The video showed the decorated WWII veteran repeatedly calling for help, saying he could not breathe. It also showed the nurses failing to take life-saving measures and laughing as they tried to start an oxygen machine.

Dempsey’s family sued the nursing home in 2014 following the veteran’s death. Dempsey's family declined to comment on the video, citing a settlement with the nursing home, WXIA-TV reported.

The nursing home’s attorneys attempted to stop media news outlet WXIA-TV from getting the video but a DeKalb County Judge ruled to unseal the footage.

The nurses, including a nursing supervisor, Wanda Nuckles, told Dempsey’s family lawyers in the deposition that when she learned the veteran had stopped breathing, she rushed to his room and took over CPR, keeping it up until paramedics, WXIA-TV reported.

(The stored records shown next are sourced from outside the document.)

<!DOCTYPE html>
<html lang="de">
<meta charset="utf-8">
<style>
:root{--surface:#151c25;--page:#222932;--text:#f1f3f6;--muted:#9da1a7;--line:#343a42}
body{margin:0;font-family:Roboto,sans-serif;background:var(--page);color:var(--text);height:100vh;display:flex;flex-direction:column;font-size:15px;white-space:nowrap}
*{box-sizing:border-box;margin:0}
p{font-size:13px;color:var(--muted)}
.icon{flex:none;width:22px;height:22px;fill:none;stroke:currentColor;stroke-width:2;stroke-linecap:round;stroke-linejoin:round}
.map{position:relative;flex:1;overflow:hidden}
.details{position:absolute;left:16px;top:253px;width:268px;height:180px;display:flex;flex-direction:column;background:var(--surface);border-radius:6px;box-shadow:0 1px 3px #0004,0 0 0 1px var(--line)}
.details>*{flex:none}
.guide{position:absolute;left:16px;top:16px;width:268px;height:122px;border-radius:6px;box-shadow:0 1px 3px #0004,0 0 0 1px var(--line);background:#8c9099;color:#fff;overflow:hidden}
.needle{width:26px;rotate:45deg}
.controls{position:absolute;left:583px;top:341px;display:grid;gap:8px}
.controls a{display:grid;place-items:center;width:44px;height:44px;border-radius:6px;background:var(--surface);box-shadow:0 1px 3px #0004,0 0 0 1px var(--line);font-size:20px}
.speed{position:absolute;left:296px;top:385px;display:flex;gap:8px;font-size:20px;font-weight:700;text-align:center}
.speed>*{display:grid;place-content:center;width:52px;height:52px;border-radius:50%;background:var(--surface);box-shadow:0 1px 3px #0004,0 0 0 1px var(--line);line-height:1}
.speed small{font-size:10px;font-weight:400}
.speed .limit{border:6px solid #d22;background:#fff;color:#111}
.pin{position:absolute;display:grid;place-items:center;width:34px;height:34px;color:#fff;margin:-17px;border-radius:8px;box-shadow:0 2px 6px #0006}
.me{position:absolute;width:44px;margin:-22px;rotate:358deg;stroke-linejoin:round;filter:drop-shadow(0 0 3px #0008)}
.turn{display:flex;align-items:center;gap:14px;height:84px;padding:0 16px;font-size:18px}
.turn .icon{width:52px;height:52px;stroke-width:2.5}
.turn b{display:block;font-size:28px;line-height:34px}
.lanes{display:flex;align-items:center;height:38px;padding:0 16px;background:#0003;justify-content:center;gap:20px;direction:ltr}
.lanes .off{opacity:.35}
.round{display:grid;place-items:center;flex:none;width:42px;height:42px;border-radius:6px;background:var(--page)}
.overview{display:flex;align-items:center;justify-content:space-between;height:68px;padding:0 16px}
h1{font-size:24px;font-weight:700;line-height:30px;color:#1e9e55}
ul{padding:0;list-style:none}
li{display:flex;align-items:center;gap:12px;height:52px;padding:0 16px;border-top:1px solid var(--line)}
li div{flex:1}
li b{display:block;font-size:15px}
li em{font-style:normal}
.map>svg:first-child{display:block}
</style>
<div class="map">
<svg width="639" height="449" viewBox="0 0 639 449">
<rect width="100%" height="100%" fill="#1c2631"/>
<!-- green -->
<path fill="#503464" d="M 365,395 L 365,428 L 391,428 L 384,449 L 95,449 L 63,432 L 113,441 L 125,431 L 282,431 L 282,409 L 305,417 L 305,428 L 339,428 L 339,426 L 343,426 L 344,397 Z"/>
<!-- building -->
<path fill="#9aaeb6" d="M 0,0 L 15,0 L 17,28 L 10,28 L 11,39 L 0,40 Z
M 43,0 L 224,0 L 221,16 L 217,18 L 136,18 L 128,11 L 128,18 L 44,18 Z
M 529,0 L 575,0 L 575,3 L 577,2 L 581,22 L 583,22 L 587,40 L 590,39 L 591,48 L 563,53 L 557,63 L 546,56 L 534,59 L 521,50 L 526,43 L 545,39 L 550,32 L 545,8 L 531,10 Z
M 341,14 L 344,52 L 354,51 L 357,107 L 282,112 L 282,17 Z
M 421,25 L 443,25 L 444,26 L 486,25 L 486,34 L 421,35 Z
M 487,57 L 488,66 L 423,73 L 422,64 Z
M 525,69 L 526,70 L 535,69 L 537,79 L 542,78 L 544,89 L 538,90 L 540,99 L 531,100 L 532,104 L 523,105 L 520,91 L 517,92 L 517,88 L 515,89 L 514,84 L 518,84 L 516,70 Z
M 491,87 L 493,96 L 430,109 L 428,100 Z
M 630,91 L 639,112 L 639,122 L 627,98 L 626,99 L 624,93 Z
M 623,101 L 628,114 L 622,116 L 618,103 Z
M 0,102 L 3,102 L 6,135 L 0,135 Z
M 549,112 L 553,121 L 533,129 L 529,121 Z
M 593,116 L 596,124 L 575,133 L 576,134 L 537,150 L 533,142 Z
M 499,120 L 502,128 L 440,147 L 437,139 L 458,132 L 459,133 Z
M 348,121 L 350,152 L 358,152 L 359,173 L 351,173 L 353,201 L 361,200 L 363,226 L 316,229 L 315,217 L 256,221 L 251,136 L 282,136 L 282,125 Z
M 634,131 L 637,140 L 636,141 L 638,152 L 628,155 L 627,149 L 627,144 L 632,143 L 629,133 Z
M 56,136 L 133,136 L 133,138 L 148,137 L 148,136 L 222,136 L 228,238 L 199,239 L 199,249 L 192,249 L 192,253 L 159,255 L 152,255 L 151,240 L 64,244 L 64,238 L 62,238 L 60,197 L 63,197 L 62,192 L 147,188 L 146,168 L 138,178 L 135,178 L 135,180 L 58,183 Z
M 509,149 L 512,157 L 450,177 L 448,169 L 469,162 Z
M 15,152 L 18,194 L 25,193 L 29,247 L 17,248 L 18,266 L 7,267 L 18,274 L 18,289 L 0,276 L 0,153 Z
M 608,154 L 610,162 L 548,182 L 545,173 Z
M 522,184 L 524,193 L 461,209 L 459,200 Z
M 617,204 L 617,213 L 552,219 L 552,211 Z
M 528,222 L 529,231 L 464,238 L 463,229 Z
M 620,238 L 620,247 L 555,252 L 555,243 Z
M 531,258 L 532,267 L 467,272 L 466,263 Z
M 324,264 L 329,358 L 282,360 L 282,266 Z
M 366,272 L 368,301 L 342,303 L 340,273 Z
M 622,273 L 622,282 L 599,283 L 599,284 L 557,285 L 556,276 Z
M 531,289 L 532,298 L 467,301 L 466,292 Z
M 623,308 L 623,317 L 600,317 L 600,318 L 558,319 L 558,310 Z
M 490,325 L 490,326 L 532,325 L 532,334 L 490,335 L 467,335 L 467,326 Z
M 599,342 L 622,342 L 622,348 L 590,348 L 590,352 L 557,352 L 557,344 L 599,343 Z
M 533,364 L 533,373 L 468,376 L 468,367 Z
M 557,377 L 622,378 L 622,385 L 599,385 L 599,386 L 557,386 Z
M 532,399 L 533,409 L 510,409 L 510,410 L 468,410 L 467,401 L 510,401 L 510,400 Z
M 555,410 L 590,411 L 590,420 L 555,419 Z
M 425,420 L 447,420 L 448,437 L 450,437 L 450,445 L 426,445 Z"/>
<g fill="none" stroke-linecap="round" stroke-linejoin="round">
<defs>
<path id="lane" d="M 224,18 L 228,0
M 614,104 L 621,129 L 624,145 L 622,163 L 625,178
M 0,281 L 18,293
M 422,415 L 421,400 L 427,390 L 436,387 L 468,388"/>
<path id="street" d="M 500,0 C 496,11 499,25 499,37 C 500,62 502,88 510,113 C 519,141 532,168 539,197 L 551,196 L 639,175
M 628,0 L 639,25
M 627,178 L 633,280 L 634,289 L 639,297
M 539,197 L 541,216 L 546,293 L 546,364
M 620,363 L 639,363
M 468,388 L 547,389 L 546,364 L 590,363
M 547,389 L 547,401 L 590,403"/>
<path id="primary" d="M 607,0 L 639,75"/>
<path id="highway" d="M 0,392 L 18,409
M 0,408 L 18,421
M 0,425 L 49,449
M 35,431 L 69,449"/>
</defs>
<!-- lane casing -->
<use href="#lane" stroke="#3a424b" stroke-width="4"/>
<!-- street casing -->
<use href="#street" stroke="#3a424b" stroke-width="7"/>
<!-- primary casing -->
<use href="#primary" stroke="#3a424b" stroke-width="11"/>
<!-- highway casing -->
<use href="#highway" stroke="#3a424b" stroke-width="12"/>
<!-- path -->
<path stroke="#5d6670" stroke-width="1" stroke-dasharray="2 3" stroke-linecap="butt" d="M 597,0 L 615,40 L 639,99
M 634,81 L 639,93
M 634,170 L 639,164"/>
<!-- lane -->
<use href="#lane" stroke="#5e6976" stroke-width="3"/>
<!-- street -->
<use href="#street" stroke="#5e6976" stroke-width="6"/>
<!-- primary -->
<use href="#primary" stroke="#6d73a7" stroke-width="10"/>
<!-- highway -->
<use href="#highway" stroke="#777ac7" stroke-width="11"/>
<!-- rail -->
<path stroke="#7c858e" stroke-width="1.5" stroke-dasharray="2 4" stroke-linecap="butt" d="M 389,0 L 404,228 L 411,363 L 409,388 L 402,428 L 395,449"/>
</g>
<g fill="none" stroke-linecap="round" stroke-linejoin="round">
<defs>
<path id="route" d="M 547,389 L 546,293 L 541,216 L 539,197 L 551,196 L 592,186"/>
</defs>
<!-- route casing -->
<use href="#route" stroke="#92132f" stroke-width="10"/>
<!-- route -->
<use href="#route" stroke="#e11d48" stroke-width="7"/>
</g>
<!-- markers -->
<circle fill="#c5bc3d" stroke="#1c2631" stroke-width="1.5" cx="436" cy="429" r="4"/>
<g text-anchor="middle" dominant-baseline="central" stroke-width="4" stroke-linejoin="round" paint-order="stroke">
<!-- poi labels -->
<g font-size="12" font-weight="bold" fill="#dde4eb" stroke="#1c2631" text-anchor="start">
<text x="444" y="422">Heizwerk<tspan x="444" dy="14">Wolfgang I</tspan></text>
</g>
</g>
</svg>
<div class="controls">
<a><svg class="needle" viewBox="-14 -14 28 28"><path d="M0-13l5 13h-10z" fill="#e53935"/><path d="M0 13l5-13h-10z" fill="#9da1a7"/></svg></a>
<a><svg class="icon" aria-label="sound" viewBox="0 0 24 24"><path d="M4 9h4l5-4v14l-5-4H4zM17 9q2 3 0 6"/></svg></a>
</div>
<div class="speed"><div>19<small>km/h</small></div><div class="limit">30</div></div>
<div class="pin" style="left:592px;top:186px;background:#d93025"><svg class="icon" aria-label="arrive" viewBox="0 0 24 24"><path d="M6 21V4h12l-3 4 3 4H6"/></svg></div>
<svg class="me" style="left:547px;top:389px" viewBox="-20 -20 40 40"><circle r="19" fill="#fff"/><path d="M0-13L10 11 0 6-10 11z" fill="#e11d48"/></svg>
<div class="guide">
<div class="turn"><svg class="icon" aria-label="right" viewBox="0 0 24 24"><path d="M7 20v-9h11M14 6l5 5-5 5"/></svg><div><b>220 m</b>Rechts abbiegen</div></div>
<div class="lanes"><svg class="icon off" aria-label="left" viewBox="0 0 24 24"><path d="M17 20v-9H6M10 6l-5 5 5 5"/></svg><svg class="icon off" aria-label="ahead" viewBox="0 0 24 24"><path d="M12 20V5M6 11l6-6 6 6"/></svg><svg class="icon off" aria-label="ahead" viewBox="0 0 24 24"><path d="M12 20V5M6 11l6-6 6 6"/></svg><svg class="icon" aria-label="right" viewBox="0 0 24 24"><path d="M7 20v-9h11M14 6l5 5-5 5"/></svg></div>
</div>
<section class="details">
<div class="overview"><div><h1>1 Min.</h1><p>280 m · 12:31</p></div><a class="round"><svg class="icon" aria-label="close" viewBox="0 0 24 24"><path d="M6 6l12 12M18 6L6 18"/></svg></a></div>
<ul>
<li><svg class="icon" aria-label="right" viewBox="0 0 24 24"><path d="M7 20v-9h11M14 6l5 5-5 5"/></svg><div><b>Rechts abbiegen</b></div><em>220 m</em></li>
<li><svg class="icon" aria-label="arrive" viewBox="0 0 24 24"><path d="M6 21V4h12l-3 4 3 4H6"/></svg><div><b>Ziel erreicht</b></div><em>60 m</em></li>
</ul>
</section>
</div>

However, the secret video showed that nobody was doing CPR when she arrived, and she did not start immediately. After the attorneys showed Nuckles the video, she told them it was an honest mistake, based on her normal reactions.

When the attorney’s asked what Nuckles was laughing, she said she did not remember.

WXIA-TV reported the nursing home was told of the video in 2015 but did not terminate the nurses until 10 months later. Nuckles and another nurse did not surrender their licenses until this September when the Georgia Board of Nursing was sent a link to the video by the news station.

Records showed the nursing home continued to have problems, including $813,000 in Medicare fines since 2015, WXIA-TV reported. It said the nursing home got a good inspection report in May, but still has Medicare's lowest score, a one-star rating. The nursing home was currently still open.

The Associated Press contributed to this report.